Journal "Software Engineering"
a journal on theoretical and applied science and technology
ISSN 2220-3397

Issue N7 2017 year

DOI: 10.17587/prin.8.328-336
Review of Methods for Classifying Text Documents Based on the Machine Learning Approach
E. I. Burlayeva, ekaterina0853@mail.ru, Donetsk National Technical University, Pokrovsk, Donetsk region, 85300, Ukraine
Corresponding author: Burlayeva Ekaterina I., Graduate Student, Donetsk National Technical University, Pokrovsk, Donetsk region, 85300, Ukraine, E-mail: ekaterina0853@mail.ru
Received on March 23, 2017
Accepted on May 04, 2017

Increased interest in creating effective tools for working with textual information based on automatic text processing is due to a sharp increase in textual information in electronic form leading to the need to automate various types of activities.
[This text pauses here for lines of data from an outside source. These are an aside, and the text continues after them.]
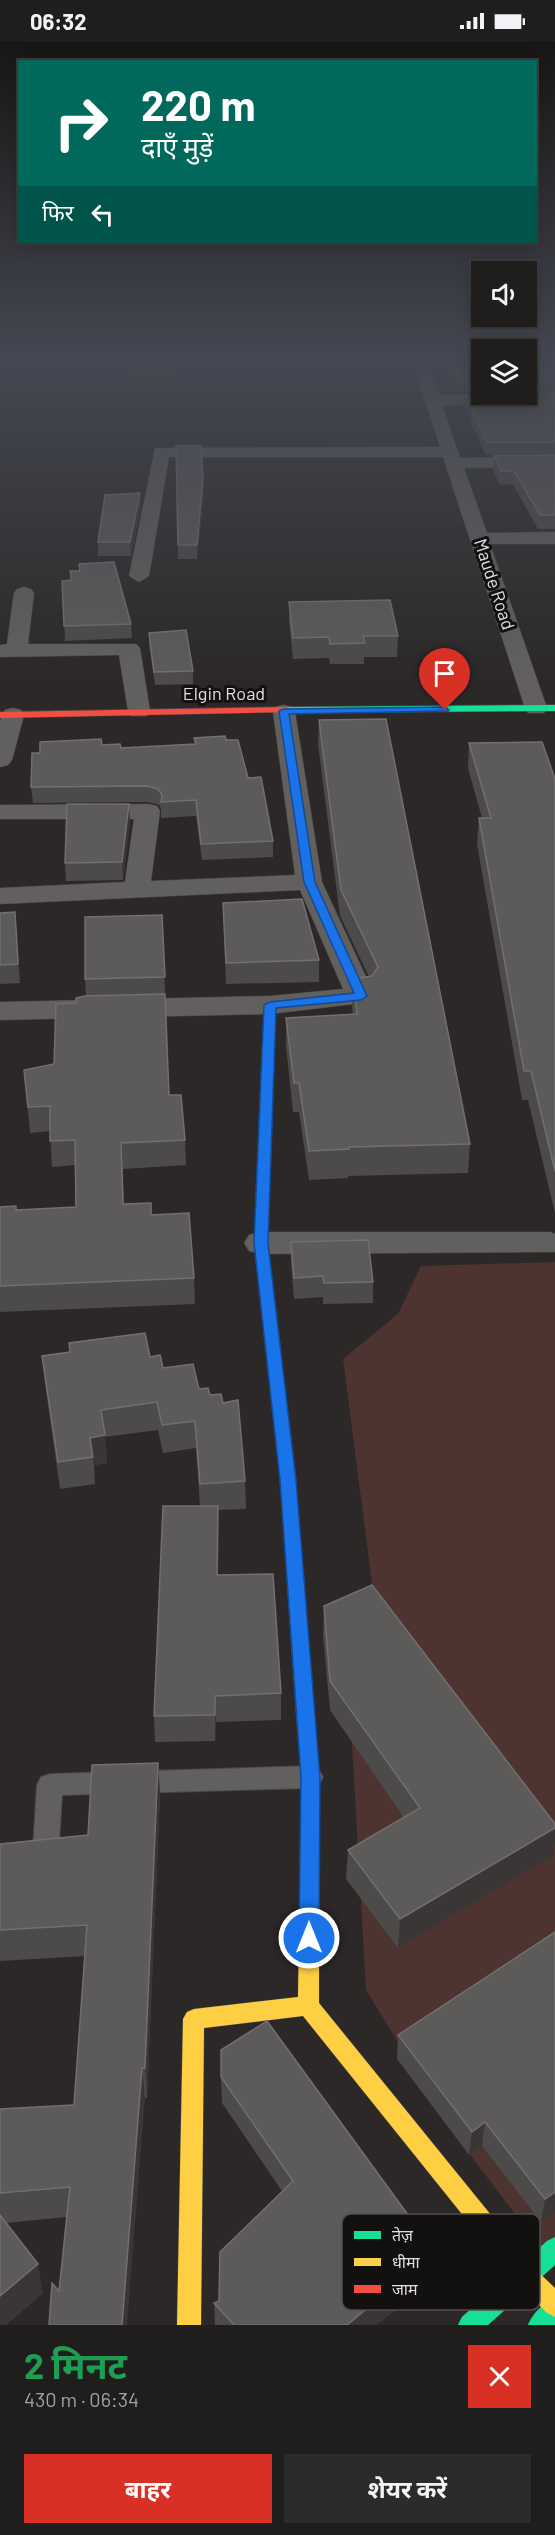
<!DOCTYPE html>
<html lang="hi">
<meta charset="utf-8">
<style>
:root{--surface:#201e1d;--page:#2d2b2a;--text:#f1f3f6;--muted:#a2a2a4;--line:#3d3c3b;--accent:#d93025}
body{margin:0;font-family:Barlow,"Noto Sans Devanagari",sans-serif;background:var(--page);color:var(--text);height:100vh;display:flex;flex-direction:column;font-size:22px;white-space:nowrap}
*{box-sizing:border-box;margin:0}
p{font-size:20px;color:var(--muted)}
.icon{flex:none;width:33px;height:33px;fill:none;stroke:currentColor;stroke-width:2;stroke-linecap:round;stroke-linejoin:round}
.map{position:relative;height:2283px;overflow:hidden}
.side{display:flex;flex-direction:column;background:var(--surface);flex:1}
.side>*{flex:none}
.guide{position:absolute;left:18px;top:18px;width:519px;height:183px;border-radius:0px;box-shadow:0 3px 15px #0003,0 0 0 2px var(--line);background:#00695c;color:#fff;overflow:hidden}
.controls{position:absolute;left:471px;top:219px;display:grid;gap:12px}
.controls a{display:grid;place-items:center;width:66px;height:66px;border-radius:0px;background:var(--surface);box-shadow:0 3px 15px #0003,0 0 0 2px var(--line);font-size:30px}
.pin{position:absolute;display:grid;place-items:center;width:51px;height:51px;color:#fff;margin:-62px -26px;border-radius:50% 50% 50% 0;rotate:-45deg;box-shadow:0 0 6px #0007}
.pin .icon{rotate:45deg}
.me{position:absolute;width:66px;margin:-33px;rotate:0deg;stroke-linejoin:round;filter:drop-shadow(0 0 4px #0008)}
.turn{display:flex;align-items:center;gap:21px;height:126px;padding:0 24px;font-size:27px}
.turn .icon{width:78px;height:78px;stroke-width:2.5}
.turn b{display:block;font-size:42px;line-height:51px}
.then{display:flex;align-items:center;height:57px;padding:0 24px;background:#0003;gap:12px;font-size:22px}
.round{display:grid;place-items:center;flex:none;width:63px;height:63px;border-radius:0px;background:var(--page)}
.headline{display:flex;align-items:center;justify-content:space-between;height:102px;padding:0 24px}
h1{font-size:36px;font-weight:700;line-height:45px;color:#1e9e55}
.action{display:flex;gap:12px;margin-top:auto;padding:12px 24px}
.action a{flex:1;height:69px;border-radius:0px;background:var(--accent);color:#fff;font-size:24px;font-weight:700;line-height:69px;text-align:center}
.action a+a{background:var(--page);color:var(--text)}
.status{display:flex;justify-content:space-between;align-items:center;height:42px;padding:0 30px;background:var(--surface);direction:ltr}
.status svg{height:16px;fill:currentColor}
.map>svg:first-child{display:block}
</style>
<div class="status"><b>06:32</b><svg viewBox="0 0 49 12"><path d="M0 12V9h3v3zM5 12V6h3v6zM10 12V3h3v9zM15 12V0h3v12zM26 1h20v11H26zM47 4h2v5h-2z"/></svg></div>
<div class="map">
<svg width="555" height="2283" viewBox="0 0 555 2283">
<rect width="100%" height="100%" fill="#2b2827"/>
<path fill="#4d3431" d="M555 1220V2225L453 2090 366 1948 346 1596 372 1541 343 1317 398 1272 421 1224Z"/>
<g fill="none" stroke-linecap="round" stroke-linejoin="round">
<g stroke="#484646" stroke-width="2">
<path id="lane" d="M310 1724 319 1728 323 1735 319 1742 310 1746 62 1753 58 1817 54 1825 45 1828 0 1831V1809L33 1806 37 1743 41 1735 50 1732Z"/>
</g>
<g stroke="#484646" stroke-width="1">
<path id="street" d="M411 315H425L439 353 555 351V361L442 363 460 416 555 414V424L464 426 487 491 555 490V502H490L547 666 544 671H528L525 666 443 415H169L149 534 139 540 129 534 155 406 440 405Z
M24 545 31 547 34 551 28 602H136L140 606 150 669 147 674H131L128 669 119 613 0 615V603L7 602 14 551 17 547Z
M284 663 292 665 295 670 322 840 375 954 371 960 270 972 0 978V960L270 954 343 947 300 848 0 862V846L125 840 134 777H0V763L148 762 157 764 160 769 151 839 295 833 273 670 276 665Z
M13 666 21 668 24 673 12 718 8 723 0 725V679L5 668Z
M261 1190H550L555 1192V1210L261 1212 249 1209 244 1201 249 1193Z"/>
</g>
<g stroke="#484646" stroke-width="1">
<path id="fast" d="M555 663V669L287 671 282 668 287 665Z
M261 1197 268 1201 296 1438 313 1655 310 1660 304 1662 298 1660 295 1655 280 1438 254 1201Z
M555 2195V2223L488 2283H458L462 2275 547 2199Z
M555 2256V2283H528C533 2271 543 2261 555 2256Z"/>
</g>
<g stroke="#484646" stroke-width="1">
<path id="slow" d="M309 1886 316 1888 319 1895V1961L534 2226 555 2246V2275L547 2271 518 2242 303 1974 204 1986 201 2283H177L183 1977 187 1970 194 1967 298 1955 299 1895 302 1888Z"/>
</g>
<g stroke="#484646" stroke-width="1">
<path id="jam" d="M287 665 292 668 290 670 0 676V670Z
M270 959 276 963 268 1201 261 1205 254 1201 264 963Z
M304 1648 310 1650 313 1655 319 1735V1895L316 1902 309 1904 302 1902 299 1895 301 1735 295 1655 298 1650Z"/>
</g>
<use href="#lane" fill="#62605f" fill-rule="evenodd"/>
<use href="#street" fill="#62605f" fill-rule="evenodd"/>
<use href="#fast" fill="#16e098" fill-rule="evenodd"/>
<use href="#slow" fill="#ffcf43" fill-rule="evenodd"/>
<use href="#jam" fill="#f24e42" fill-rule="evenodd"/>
</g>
<path fill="#4d4a4a" d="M127 315H200L175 334 129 330V326L128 325Z
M444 315H482V350H458L455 344V338Z
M526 315H555V349L526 350Z
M555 351V412L486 413 464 365 465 353Z
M176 404 203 436 204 450 197 517H178Z
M555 413V487H538L513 442 500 443 493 428 494 414Z
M140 451 141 464 131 514H98V500Z
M79 522 131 582 132 596 65 599 62 539 70 538V529H79Z
M289 560 398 594 397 615H364V622H330L329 616 293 617 289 580Z
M149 591 193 629V642L155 643 149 603Z
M319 678 470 1102 468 1131 348 1134V1136L309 1138 299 1070H293L286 1004V976L353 973 352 965 353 937 369 935 340 874 318 702Z
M194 696 226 698 248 736 273 799V815L202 818 196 774 161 776V767L159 763 148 760 33 761 31 745 40 711 102 703 121 706 195 702Z
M469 701 555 737V1171L528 1058H522L477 802 479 776H482L468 726Z
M130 779 123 838 66 839 65 821Z
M223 861 319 918V940L226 942Z
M0 871 17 888 20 941 0 942Z
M162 873 169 1053 185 1098 186 1123 123 1127 124 1162 151 1173 194 1236 195 1262 0 1270V1165L17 1168 76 1165 75 1123 52 1125 50 1089 30 1091 24 1028 54 1022 76 961 86 954 85 937Z
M291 1200 373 1240V1261L323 1262V1255L294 1257 291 1221Z
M42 1314 150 1315 163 1326 210 1353 245 1439 246 1467 218 1468V1533L281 1651V1678L216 1680 215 1699 155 1700 154 1674 200 1464 196 1406 163 1411 158 1388 105 1395 107 1421 94 1423 95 1442 60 1447 45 1341Z
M324 1564 553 1814 398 1906 346 1837 348 1808 404 1776 330 1668 323 1593Z
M158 1721 160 1752 147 2056H145L59 2249 66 2175 6 2181 43 2251 6 2283H0V2067L74 2063 85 1914 0 1919V1802L88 1793Z
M555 1890V2170L541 2180 482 2104 469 2113 397 2017 398 1993Z
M221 2035 435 2239 376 2283H215L214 2261 219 2259 282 2149 222 2061Z"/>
<path fill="#393635" d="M180 315H200L175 334 174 319Z
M203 436 204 450 197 517V503Z
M140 451 141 464 131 514 130 500Z
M129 762 130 779 123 838 122 820Z
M15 870 17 888 20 941 18 922Z
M105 1393 107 1421 94 1423 90 1396Z
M218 1464 219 1490 218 1560 217 1533Z
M215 1654 216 1680 215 1699Z
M158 1721 160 1752 147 2056 145 2026Z
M555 1786V1798L553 1814 398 1906 400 1877Z
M142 2026 145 2056 127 2283H122Z
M485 2080 482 2104 469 2113 472 2090Z
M555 2150V2170L541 2180 545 2157Z
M438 2214 435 2239 376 2283H347L364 2269Z
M38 2222 43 2251 6 2283H0V2254Z"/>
<path fill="#5d5a5a" stroke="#726f6f" stroke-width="1.5" d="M129 315H180L174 319Z
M450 315H482V338H458L456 332H459Z
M526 315H555V337L526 338Z
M555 351V400H487L465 353 526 352Z
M176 404H201L203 436 197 503H178Z
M555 413V473H540L514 429H501L494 414Z
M140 451 130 500H98L105 453Z
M114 520 131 582 64 584 62 539 72 538 70 529H80L79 522Z
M390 558 398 594H363L365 601 330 602 329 595 293 596 289 560Z
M186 588 193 629 154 630 149 591Z
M386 677 470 1102 349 1105V1107L309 1109 299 1041H294L286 976 357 972 353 937 372 934 378 925 341 848 319 678Z
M225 694 226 698H238L248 736 261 735 273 799 201 802 196 758 161 760 162 753 158 747 147 744 31 745 32 711H40V700L101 697 102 703 120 702 121 706 196 702 194 696Z
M542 700 555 737V1129L531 1029H524L479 776H491L469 701Z
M67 762H129L122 820 65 821Z
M302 857 319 918 226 921 223 861Z
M15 870 18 922 0 923V871Z
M162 873 165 935 85 937V875Z
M165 952 169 1053H181L185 1098 121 1101 123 1162 151 1161V1173L189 1171 194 1236 0 1244V1165L16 1164V1168L76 1165 75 1098 50 1099V1064L28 1065 24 1028 54 1022 56 962 76 961V956L84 954Z
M368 1198 373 1240 324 1241 323 1234 294 1236 291 1200Z
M145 1291 150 1315 160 1313 163 1326 193 1322 199 1347 208 1346 210 1353 221 1352 223 1361 238 1358 245 1439 200 1442 195 1379 162 1383 157 1360 101 1368 105 1393 90 1396 93 1415 58 1420 42 1314 70 1310 69 1301Z
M163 1464H218L217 1533 273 1532 281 1651 215 1654V1673L154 1674Z
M372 1543 555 1782V1786L400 1877 348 1808 420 1766 330 1639 324 1564Z
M158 1721 145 2026H142L122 2283H49L52 2241 59 2249 70 2145 0 2151V2067L74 2063 87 1883 0 1888V1802L88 1793 92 1723Z
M555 1890V2150L545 2157 485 2080 472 2090 398 1993Z
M267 1979 438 2214 364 2269 347 2283H234L214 2261 219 2259 220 2210 293 2139 221 2035V2008Z
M0 2173 38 2222 0 2254Z"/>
<linearGradient id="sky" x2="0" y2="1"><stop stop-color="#181615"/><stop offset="0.5" stop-color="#444852"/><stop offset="1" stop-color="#444852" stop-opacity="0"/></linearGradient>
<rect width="555" height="635" fill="url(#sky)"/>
<path fill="#1a73e8" stroke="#114b97" stroke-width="1.5" d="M445 665 449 668 448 669 289 672 315 840 367 954 361 958 276 966 268 1201 296 1438 320 1735 319 1896 316 1902 309 1905 302 1902 299 1896 301 1735 280 1438 254 1201 264 963 270 960 354 951 304 840 279 669 284 667Z"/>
<g text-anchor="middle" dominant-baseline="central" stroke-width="6" stroke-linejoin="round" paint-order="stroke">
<g font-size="18" fill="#e1dede" stroke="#131110">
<text transform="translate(495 542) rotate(72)">Maude Road</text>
<text x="224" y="651">Elgin Road</text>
</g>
</g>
<rect x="342" y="2172" width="198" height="96" rx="9" fill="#131110" stroke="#514e4e" stroke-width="1.5"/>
<rect x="354" y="2189" width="27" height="8" fill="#16e098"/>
<rect x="354" y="2216" width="27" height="8" fill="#ffcf43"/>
<rect x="354" y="2243" width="27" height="8" fill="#f24e42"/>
<g font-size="16" fill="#e1dede">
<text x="392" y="2199">तेज़</text>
<text x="392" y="2226">धीमा</text>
<text x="392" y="2253">जाम</text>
</g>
</svg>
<div class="controls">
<a><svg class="icon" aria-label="sound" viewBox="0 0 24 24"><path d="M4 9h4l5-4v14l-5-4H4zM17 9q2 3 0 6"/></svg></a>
<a><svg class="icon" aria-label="layers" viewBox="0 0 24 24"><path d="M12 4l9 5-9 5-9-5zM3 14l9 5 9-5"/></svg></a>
</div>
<div class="pin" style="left:445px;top:668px;background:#d93025"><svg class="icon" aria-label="arrive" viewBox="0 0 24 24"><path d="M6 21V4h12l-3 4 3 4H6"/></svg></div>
<svg class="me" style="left:309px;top:1896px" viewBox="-20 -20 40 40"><circle r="17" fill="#1a73e8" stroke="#fff" stroke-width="3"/><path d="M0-11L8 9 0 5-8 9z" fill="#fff"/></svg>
<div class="guide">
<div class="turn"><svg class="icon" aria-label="right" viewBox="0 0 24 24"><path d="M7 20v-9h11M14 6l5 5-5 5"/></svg><div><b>220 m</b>दाएँ मुड़ें</div></div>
<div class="then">फिर<svg class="icon" aria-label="left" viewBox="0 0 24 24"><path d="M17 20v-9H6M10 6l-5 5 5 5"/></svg></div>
</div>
</div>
<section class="side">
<div class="headline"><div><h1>2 मिनट</h1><p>430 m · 06:34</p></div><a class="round" style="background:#d93025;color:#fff"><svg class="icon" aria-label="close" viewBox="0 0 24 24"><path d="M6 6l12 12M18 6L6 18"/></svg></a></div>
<div class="action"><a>बाहर</a><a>शेयर करें</a></div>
</section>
Automatic text classifiers can be useful in almost any system where text documents are used to represent information. The use of classifiers makes it possible to reduce the labor costs for finding the necessary information represented by electronic texts. In order to understand the variety of documents, certain rules for their compilation, forms and methods of working with documents have been developed. One of the technologies for processing textual information is the automatic classification of text documents, which consists of assigning a document to one of several categories based on the content of the document. An important step in solving the task of classifying text is the choice of the machine learning method that will be applied to the vector representation of the document. This article presents a comparative analysis of various methods of machine learning, which are used for multi-class classification of text documents. Comparing and studying the four classification algorithms, namely, support vector method (SVM), latent-semantic analysis (LSA), naive Bayes and decision tree. There is a need to improve the quality and speed of the text classification, by combining the advantages of known text classification algorithms.

Keywords: automatic classification of documents, machine learning, support vector method (SVM), latent semantic analysis (LSA), decision trees, naive Bayesian classifier
pp. 328–336
For citation:
Burlayeva E. I. Review of Methods for Classifying Text Documents Based on the Machine Learning Approach, Programmnaya Ingeneria, 2017, vol. 8, no. 7, pp. 328—336.